Fabrizio Ferri is a Hult MBA alum. He graduated in Boston in 2008, and had the opportunity to rotate to the Shanghai campus during his studies. Fabrizio has experience in different sectors such as Automotive, Industrial, Oil and Gas, and Shipbuilding, and has worked and lived in the U.S., Europe, and China.

Fabrizio is currently the CEO of Fincantieri China based in Shanghai. Fincantieri is one of the world’s largest shipbuilding groups and is number one in diversification and innovation. It is leading in cruise ship design and construction, and is the only shipbuilders who can conceive design and construct all types of complex ships, from high-complexity special vessels to mega-yachts and high-tech offshore units.

We spoke to Fabrizio to find out more about his experience.

Tell us about your career at Fincantieri?

I decided to join Fincantieri in 2012 because there was a clear plan for the company to grow internationally.

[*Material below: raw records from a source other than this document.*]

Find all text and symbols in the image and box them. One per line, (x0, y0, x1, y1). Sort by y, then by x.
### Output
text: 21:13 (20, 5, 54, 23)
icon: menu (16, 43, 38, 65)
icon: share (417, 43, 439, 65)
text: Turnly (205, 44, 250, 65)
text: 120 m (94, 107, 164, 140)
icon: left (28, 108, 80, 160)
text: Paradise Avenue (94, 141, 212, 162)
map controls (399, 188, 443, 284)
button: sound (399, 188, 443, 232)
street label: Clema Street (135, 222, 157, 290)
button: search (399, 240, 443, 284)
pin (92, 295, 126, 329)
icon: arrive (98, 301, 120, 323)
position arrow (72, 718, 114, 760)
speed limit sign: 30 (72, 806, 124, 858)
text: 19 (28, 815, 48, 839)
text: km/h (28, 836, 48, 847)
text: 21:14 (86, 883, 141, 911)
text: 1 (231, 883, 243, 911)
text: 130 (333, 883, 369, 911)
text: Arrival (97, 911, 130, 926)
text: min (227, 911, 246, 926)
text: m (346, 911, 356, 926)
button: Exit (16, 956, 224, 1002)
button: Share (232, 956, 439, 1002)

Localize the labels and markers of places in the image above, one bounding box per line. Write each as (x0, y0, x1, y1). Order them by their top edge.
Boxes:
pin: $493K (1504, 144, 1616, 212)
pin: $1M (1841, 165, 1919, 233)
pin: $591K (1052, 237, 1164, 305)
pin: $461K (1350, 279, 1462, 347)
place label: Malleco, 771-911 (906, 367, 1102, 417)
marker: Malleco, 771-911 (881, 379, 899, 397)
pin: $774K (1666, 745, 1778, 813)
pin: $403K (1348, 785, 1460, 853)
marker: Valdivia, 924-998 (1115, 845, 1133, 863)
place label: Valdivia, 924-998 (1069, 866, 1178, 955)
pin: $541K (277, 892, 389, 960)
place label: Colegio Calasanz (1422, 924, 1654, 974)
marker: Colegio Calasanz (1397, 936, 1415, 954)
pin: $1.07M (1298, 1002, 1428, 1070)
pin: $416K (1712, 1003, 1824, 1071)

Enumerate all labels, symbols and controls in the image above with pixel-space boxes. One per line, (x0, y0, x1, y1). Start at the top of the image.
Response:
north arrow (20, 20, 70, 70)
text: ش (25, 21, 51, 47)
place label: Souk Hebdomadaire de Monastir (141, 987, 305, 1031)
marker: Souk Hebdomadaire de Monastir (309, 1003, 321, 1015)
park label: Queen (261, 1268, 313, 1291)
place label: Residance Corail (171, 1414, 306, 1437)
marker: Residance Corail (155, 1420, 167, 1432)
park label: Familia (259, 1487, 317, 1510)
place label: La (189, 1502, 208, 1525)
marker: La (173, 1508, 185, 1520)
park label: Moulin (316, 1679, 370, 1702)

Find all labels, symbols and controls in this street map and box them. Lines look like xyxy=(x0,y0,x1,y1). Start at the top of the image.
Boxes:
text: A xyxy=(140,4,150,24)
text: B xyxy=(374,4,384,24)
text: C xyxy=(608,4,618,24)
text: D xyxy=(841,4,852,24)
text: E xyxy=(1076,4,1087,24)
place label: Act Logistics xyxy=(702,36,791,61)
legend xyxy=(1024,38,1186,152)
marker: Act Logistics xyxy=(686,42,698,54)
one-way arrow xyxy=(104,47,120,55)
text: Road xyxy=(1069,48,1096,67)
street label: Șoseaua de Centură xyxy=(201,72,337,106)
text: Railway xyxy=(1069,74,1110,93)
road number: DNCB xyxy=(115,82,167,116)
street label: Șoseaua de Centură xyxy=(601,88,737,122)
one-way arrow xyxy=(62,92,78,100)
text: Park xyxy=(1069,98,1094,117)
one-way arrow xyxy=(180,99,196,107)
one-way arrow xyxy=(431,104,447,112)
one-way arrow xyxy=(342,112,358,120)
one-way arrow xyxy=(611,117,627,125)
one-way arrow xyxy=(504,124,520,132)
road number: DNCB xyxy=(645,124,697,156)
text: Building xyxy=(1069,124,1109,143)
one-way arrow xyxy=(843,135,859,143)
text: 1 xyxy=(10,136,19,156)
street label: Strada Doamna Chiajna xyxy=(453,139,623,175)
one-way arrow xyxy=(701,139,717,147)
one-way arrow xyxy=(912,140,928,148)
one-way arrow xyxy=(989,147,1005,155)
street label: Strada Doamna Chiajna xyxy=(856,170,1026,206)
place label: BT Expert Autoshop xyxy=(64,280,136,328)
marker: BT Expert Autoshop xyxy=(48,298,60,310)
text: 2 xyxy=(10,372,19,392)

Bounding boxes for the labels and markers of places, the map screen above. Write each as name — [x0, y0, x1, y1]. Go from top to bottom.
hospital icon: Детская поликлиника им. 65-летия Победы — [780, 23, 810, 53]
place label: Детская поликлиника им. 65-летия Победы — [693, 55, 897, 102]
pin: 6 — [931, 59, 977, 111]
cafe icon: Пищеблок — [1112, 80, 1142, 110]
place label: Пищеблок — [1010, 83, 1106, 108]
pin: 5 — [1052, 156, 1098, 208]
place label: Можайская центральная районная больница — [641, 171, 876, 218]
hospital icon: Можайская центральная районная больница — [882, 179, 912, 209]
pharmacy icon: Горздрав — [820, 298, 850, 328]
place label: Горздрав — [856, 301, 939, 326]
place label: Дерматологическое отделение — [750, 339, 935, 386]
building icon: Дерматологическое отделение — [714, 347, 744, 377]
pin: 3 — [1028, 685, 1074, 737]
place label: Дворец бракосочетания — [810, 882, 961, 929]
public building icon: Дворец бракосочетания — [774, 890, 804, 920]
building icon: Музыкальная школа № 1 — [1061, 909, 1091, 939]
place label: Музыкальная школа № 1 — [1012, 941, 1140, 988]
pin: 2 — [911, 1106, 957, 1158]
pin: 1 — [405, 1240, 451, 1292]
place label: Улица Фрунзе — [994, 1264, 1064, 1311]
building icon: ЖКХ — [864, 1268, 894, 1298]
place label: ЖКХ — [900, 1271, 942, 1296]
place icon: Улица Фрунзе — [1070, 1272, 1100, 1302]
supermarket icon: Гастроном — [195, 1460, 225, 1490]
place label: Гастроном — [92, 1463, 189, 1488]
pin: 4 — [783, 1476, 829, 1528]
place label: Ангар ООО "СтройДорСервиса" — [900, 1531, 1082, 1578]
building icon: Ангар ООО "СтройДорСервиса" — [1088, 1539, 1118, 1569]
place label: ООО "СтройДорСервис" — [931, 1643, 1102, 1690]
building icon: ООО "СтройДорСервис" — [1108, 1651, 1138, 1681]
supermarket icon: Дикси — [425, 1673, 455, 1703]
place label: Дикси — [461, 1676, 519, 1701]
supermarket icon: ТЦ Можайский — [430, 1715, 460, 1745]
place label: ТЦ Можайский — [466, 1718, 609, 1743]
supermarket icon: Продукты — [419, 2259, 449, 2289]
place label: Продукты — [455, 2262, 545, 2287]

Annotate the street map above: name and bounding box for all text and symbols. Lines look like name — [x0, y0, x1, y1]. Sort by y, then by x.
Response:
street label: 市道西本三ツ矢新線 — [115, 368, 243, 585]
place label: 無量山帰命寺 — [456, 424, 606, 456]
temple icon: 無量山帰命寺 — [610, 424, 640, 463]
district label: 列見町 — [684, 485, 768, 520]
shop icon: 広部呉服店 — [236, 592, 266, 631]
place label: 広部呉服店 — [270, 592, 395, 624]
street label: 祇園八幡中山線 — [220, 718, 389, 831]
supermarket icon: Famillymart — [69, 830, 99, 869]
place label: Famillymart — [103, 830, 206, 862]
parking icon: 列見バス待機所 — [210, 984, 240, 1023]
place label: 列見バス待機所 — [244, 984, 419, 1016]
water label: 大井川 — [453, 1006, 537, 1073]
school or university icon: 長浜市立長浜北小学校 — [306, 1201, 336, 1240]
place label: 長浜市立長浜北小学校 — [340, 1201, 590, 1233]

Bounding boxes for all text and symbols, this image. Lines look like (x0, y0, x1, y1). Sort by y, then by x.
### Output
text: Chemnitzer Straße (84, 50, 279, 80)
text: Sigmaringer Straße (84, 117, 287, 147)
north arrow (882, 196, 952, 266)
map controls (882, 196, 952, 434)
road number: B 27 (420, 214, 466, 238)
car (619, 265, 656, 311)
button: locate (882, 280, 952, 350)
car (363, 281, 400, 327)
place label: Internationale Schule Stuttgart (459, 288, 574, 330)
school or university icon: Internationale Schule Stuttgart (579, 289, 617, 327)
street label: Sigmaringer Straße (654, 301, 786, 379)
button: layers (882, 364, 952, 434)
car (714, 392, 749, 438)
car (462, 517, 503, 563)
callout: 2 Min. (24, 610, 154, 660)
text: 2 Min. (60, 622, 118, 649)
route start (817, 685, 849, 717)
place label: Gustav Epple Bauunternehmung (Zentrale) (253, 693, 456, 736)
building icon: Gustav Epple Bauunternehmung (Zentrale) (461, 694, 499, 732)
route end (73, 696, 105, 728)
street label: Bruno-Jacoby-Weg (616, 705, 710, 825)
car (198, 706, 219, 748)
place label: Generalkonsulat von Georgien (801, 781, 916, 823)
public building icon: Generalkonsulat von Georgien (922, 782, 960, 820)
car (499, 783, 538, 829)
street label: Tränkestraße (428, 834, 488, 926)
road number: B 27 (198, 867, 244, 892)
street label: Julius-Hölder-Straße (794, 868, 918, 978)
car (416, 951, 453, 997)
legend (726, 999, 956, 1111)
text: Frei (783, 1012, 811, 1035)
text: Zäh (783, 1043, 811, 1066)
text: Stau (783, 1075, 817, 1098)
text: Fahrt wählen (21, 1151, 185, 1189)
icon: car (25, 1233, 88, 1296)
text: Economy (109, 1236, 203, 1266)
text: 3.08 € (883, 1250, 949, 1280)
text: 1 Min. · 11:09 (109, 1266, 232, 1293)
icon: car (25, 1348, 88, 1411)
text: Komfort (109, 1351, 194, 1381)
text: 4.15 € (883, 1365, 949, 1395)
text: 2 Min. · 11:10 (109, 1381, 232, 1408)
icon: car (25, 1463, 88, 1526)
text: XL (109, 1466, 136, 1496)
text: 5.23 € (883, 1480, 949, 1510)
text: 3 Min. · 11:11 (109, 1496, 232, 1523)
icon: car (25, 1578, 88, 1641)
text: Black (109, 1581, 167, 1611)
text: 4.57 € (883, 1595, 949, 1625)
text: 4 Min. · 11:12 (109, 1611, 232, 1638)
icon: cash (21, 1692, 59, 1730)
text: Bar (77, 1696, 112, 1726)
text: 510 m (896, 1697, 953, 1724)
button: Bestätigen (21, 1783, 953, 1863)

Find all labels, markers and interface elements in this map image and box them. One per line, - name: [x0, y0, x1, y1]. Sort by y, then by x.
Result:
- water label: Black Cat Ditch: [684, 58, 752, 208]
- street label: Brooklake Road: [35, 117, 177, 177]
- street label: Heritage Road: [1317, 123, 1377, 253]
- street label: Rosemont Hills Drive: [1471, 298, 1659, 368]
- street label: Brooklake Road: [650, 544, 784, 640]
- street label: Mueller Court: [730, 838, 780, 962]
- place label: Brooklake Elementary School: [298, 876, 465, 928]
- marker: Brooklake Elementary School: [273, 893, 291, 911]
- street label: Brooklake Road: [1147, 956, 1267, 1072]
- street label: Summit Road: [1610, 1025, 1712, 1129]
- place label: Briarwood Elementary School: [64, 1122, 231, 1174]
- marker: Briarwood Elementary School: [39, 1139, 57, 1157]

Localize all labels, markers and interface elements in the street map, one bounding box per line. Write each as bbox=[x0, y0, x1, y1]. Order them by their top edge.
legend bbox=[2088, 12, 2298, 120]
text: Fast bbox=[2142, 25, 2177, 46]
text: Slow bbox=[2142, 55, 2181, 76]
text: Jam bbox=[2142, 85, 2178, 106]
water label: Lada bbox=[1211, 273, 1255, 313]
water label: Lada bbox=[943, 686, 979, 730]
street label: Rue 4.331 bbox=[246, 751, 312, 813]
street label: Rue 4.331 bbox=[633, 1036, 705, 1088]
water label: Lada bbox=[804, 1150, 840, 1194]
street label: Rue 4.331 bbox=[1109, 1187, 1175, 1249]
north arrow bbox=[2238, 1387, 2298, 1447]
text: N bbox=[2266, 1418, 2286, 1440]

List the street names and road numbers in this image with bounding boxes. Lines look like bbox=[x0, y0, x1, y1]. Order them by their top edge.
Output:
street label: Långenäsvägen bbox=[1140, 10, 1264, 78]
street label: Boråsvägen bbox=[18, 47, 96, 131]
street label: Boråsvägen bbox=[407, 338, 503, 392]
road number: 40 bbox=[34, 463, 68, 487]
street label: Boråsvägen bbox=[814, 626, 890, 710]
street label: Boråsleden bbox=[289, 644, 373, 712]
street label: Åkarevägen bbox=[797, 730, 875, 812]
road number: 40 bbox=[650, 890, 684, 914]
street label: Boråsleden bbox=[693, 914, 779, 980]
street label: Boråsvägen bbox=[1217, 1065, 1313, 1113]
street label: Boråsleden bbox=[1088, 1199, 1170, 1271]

I had full confidence in the top management, so my choice was based more on the future prospects and my complete trust in Fincantieri’s leaders, than the shipbuilding sector itself. My entry role was Head of the Strategic Marketing department of the Cruise Business Unit in Trieste, Italy. From the beginning, one of my primary tasks in the new role was to define our strategy to enter China, thanks to my previous experience in the country, where I spent 3 years from 2009 to 2012 with Redaelli of Severstal Group

What do you consider to be your most notable achievements in your career so far?

I was very lucky to have a visionary CEO, Mr. Giuseppe Bono, who believed in our plan to develop Fincantieri in China. With this strong commitment, I began work on a deal in 2013 that eventually concluded in 2016. This was a joint venture between Fincantieri and China State Shipbuilding Corporation (CSSC) to build the first cruise ship in China dedicated to the Chinese market. In February 2017 in Beijing, in the presence of the President of China, Mr. Xi Jinping, and the President of Italy, Mr. Sergio Mattarella, our CEO Mr. Bono signed the agreement for the construction of 2 ships, with an option of 4 more, with the CEO of CSSC, Mr. Wu Qiang, and the CEO of Costa Group, Mr. Michael Thamm. This was a memorable moment for our company, a milestone for the cooperation between Italy and China, and a great professional success for me personally.

Lately everyone has been talking a lot about innovations in tech – what is hot in the shipbuilding industry at the moment?

The cruise business historically has been based on the “baby boomers” generation. Today, in order to attract the “millennials,” it is necessary to have a “smart ship” where the services are digitalized and the passenger experience reaches the next level. It’s a challenge that we are facing together with our customers, the cruise operators.

How did you come to the decision of moving to Shanghai and developing your career in China?

The first time I came to China was in 2006 for a trade fair in Shanghai. At that time, I was working in the Automotive sector. I was shocked at the speed and dynamism of the city, and I immediately decided that my career had to have an exposure to China. When I was looking for business schools for my MBA, the fact that Hult was offering the opportunity to rotate to a campus in Shanghai matched perfectly with my needs. The time I spent in Shanghai during my MBA was crucial for my final decision to continue my career in China.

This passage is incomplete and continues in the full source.